Please, please, whether you’re a pro freediver, an amateur spearfisher or recreational freediver learn to perform these and make this a habit. Muscle memory and repetition. Get it done!

Reach for the sky

Simple, this comes from sport and ice climbing! In climbing we teach a very important concept: when you are “pumped” and need a break, you “hang” from your arm full extended.


By doing so, the force is transferred across the bones, and not the muscles. In other words, no muscular flexion, thus no work being done on muscles. Think about how much easier it is to hang off a bar arms extended versus doing a semi-pull up?

So? Well, do like in this picture below!

The recovery breaths at the end of the dive. Photo by Alice Cattaneo.

By hanging and “crimping” (climbing term) onto the line, you almost guarantee that you aren’t going anywhere. Even subconsciously (i.e. literally unconsciously too) you will crimp down harder and not fall into the water with your airways.

If you’re a competitive freediver, or plan to be, you should try to incorporate this “crimp the line” into your training. It’s great, you also learn a useful climbing skill!

A tip from Andrea Zuccari…

This tip was given to me by Andrea Zuccari. Andrea teaches this method of recovery after doing the regular recovery breaths (i.e. mentioned above as the Molchanovs Recovery Breaths).

What to do? Simple:

Luca Malaguti

Luca Malaguti is a former engineer turned freediving professional athlete and founded Sea to Sky Freediving. He lives in Vancouver, Canada among other places including Dahab, Dominica and Philippines.

This Post Has 2 Comments

  1. Howard Teas

    Luca, thanks for a great post. First, the recovery breaths. Since I learned another technique long ago, I am working to learn it. I’ll then decide whether it’s worth the effort, but I agree it does come from a good source.
    It does lead to another thought. If you used this technique before a dive it might change the dynamics of your time/depth. Oxygen is mostly carried in hemoglobin, but more oxygen can be added dissolved in the plasma. With normal hyperventilation you increase dissolved oxygen, and also drop CO2, potentially leading to serious problems! In practicing the Molchanov technique it may give a boost to dissolved oxygen at the beginning of a dive, but not leading to a drop in CO2.The pressure developed by the controlled exhale would keep the CO2 dissolved. What do you think?
    My other thoughts related to your practice of partial blackouts to help you stay in control. Sounds pretty sketchy unless you are about to go for a world record. It can’t be good for you.

    Thanks again for the post,
    Howard Teas

    1. Luca Malaguti

      Hey Howard,

      Thanks for you comment! Great feedback and points.

      I think you might be confused since you wrote,”If you used this technique before a dive it might change the dynamics of your time/depth.” The recovery breaths are only used AFTER the dive, in order to better recover. The kind of relaxation or “breathe-up” I do before any dive is completely different.
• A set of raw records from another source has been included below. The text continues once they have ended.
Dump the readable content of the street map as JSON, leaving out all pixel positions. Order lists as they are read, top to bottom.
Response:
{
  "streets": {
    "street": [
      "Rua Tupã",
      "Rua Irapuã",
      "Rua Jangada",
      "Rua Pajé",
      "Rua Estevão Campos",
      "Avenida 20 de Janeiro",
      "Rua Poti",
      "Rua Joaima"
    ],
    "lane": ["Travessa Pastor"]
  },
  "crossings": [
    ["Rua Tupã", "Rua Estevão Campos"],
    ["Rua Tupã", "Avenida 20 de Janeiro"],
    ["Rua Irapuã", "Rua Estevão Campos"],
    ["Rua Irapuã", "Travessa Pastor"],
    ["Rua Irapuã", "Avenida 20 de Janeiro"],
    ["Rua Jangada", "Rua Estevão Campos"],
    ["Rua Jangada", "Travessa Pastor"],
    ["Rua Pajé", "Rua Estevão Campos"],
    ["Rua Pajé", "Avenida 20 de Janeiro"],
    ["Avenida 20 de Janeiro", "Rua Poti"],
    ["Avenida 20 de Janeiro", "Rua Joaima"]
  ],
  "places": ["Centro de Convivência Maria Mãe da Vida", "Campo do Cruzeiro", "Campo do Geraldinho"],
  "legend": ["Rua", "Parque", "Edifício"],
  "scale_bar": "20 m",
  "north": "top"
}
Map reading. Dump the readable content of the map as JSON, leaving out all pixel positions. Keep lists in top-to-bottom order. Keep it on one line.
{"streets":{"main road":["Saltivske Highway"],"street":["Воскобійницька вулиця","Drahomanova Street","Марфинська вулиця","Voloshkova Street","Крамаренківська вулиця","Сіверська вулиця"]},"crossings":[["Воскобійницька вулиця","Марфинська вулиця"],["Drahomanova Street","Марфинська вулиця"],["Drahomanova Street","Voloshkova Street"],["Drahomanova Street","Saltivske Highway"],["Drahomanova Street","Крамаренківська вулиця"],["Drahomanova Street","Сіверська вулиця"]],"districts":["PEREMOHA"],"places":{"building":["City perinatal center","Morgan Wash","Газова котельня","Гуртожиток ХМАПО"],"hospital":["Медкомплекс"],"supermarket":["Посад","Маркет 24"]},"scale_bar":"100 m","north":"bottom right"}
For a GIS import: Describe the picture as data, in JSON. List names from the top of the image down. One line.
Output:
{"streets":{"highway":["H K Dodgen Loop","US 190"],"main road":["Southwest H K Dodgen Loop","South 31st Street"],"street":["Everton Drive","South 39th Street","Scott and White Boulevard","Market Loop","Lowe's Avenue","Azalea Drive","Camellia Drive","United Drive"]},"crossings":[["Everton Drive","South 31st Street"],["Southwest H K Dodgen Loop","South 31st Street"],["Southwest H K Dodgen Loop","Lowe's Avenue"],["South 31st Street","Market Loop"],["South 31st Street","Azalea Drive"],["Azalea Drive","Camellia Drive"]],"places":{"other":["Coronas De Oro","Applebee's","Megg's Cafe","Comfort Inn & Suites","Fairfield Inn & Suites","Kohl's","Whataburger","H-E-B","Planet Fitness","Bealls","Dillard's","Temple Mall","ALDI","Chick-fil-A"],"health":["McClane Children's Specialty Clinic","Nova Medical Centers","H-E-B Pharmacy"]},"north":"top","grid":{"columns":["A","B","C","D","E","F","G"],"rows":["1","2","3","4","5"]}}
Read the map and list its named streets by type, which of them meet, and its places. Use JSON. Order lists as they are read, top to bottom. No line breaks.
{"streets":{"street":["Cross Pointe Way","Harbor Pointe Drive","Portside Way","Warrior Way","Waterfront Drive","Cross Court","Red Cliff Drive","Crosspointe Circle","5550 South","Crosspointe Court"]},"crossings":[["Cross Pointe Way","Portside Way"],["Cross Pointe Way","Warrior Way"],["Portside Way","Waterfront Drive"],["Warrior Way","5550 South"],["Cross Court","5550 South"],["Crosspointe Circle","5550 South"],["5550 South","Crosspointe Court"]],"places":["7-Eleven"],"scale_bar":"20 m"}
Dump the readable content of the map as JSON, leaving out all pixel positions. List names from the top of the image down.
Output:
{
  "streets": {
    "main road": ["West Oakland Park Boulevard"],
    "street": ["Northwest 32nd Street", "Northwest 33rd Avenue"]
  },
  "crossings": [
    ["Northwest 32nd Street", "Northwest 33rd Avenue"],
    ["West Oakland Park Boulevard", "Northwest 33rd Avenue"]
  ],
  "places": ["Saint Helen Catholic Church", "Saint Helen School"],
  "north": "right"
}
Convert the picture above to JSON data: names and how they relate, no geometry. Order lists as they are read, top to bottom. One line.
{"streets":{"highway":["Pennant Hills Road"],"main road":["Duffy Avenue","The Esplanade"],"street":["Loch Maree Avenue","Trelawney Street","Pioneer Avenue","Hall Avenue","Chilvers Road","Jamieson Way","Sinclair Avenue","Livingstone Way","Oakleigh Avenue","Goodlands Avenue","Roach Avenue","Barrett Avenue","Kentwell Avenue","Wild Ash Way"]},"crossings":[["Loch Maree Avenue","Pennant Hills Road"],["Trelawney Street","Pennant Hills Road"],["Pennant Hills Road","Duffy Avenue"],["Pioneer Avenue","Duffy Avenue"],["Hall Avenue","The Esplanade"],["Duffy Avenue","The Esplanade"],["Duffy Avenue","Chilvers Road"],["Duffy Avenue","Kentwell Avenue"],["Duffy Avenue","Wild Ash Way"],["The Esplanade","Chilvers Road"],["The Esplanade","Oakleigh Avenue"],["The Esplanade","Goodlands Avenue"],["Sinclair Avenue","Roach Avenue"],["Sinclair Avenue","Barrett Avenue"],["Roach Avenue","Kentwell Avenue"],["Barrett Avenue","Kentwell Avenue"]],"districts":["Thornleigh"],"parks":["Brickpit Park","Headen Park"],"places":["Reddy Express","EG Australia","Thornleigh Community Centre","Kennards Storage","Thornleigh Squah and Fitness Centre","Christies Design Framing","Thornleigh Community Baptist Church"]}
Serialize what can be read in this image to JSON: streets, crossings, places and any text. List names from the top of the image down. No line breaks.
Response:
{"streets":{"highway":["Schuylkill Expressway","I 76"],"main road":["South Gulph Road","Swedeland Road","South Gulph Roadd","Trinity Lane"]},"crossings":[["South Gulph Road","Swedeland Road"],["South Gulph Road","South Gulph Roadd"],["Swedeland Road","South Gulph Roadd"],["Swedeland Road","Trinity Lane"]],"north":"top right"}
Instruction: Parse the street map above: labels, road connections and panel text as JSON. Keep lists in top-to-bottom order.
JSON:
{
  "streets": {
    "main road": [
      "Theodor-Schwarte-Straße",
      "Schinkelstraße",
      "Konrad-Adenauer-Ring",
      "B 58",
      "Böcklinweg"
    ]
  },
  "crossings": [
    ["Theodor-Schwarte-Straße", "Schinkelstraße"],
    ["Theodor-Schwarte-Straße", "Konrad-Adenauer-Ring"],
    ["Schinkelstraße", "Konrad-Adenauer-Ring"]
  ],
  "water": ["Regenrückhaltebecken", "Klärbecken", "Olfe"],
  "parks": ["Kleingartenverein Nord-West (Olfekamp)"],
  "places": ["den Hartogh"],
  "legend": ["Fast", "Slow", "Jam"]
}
      Also, regarding hyperventilation/over-breathing it’s not black and white. Yes, in entry-level courses you are taught to never ever hyperventilate.True. But when you become experienced enough, through thousands of dives and hundreds of total dive hours accumulated underwater, you learn how to tweak this. I’ll leave it at that since this will be a far longer discussion.

      Regarding biochemistry, please double-check what you mean by dissolved oxygen? As far as I’m aware of, only a small amount of oxygen is dissolved in the blood plasma, compared to oxygen binded. It’s the CO2 in the form of bicarbonate and dissolved you may be referring to. Please correct me with references if I am wrong in this!!

      Have a read at this article regarding CO2 transport: https://www.freedivewire.com/details-co2-tolerance/

      Partial blackouts? Nope, that’s not the point here. I agree subjecting oneself to multiple blackouts is NOT a good thing. The idea behind the Intermittent Hypoxic Training (coined I believed by legendary Eric Fattah) is to SLOWLY and GRADUALLY adapt the body/mind over TIME to get used to lower and lower partial pressures of oxygen. So you NEVER EVER PUSH a static breath-hold to blacking out, serves you no purpose, but you train to find that limit and slowly play within it.

      Makes sense?

      Let me know if you have any questions.